PostgreSQL doesn't stop propley when --slot option is specified with pg_receivexlog.

Started by Nonameabout 11 years ago9 messages
#1Noname
furuyao@pm.nttdata.co.jp

Hi,

"pg_ctl stop" does't work propley, if --slot option is specified when WAL is flushed only it has switched.
These processes still continue even after the posmaster failed:pg_receivexlog, walsender and logger.

How to reproduce:
1.Start PostgreSQL
2.Create slot
3.Specify --slot option to pg_receivexlog and start it
4.Stop PostgreSQL

Example commands for reproduce:
1.pg_ctl start
2.psql -c "select pg_create_physical_replication_slot('test');"
3.pg_receivexlog --slot='test' -D ./testdir
4.pg_ctl stop

This happen cause --slot option set a flush location to feedback messages,
but it only flush when wal has switched, so walsender wait for the WAL have been replicated forever.

When --slot option is not specified, 'invalid' is set to flush location and it use write location to check replication so it can stop the process propley.

So I thought set 'invalid' to flush location as well in this case, this problem will be solved.
Does --slot option need to set flush location?
Thought?

Regards,

--
Furuya Osamu

--
Sent via pgsql-hackers mailing list (pgsql-hackers@postgresql.org)
To make changes to your subscription:
http://www.postgresql.org/mailpref/pgsql-hackers

#2Fujii Masao
masao.fujii@gmail.com
In reply to: Noname (#1)
Re: PostgreSQL doesn't stop propley when --slot option is specified with pg_receivexlog.

On Fri, Nov 14, 2014 at 7:22 PM, <furuyao@pm.nttdata.co.jp> wrote:

Hi,

"pg_ctl stop" does't work propley, if --slot option is specified when WAL is flushed only it has switched.
These processes still continue even after the posmaster failed:pg_receivexlog, walsender and logger.

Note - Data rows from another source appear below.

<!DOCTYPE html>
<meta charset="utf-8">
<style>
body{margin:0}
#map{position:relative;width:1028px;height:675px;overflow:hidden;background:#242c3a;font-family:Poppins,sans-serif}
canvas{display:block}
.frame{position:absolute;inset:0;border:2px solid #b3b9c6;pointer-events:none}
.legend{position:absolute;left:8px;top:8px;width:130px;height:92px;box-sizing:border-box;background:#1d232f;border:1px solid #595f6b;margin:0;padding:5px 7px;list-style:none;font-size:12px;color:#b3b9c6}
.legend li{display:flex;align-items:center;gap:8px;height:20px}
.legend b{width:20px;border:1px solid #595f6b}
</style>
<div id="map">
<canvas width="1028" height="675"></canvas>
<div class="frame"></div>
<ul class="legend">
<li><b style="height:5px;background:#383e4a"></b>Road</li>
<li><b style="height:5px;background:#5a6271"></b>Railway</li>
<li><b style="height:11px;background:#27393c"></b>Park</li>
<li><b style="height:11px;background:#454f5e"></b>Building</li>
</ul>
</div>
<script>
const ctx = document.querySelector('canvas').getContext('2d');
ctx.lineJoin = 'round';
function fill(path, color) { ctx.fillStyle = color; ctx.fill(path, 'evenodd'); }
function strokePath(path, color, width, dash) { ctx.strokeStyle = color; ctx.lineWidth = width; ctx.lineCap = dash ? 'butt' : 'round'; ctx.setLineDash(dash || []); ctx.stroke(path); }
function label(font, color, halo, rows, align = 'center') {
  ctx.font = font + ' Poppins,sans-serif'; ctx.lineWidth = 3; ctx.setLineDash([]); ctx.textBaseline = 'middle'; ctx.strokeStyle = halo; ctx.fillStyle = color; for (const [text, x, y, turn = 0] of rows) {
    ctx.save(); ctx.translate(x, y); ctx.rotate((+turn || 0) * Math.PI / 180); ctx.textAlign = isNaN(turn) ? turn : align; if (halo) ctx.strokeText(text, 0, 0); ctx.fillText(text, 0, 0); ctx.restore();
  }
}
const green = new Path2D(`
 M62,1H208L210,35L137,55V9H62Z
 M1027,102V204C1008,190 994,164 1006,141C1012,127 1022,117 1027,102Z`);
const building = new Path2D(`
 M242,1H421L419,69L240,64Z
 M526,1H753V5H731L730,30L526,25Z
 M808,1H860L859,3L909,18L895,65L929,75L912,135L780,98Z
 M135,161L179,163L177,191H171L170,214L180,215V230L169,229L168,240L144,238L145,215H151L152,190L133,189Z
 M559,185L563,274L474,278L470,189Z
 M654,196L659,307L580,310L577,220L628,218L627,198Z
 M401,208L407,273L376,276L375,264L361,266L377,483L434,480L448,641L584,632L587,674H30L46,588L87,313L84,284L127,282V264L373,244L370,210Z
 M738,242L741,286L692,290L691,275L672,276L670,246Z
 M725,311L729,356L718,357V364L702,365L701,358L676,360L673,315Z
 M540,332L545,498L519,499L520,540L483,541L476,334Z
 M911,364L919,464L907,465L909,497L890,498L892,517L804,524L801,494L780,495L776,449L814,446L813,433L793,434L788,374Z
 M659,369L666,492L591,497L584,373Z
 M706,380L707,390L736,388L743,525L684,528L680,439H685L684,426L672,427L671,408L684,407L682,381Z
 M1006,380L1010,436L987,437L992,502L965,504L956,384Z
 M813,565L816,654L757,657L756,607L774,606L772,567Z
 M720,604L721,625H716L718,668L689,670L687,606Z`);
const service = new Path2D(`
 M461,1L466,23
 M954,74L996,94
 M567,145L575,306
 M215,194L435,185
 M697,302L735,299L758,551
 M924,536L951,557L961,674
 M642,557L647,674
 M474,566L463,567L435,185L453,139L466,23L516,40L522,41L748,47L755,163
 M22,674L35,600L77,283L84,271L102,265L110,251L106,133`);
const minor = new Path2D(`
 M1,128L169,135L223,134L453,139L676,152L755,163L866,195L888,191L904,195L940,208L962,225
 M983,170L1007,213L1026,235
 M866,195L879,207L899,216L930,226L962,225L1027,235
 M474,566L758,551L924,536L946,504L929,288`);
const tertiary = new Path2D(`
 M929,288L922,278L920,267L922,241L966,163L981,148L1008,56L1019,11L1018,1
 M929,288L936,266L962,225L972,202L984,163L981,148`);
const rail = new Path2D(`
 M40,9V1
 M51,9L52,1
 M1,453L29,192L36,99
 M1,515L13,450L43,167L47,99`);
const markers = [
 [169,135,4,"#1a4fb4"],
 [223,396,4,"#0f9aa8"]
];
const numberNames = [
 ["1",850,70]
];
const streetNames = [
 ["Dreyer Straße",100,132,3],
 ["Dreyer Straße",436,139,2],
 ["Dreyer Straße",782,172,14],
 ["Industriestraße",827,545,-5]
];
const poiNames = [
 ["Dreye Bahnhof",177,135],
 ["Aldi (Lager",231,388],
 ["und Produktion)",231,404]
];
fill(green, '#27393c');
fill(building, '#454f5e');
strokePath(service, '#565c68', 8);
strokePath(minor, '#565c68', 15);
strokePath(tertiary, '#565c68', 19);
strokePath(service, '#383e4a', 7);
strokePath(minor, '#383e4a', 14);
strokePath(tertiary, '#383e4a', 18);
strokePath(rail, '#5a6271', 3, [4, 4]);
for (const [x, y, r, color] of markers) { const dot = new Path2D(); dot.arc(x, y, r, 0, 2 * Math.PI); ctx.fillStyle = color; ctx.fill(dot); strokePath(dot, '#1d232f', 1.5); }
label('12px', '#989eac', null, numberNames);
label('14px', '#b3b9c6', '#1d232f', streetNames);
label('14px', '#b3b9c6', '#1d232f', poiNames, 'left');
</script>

I could reproduce this problem. At normal shutdown, walsender keeps waiting
for the last WAL record to be replicated and flushed in pg_receivexlog. But
pg_receivexlog issues sync command only when WAL file is switched. Thus,
since pg_receivexlog may never flush the last WAL record, walsender may have
to keep waiting infinitely.

pg_recvlogical handles this problem by calling fsync() when it receives the
request of immediate reply from the server. That is, at shutdown, walsender
sends the request, pg_receivexlog receives it, flushes the last WAL record,
and sends the flush location back to the server. Since walsender can see that
the last WAL record is successfully flushed in pg_receivexlog, it can
exit cleanly.

One idea to the problem is to introduce the same logic as pg_recvlogical has,
to pg_receivexlog. Thought?

Regards,

--
Fujii Masao

--
Sent via pgsql-hackers mailing list (pgsql-hackers@postgresql.org)
To make changes to your subscription:
http://www.postgresql.org/mailpref/pgsql-hackers

#3Andres Freund
andres@2ndquadrant.com
In reply to: Fujii Masao (#2)
Re: PostgreSQL doesn't stop propley when --slot option is specified with pg_receivexlog.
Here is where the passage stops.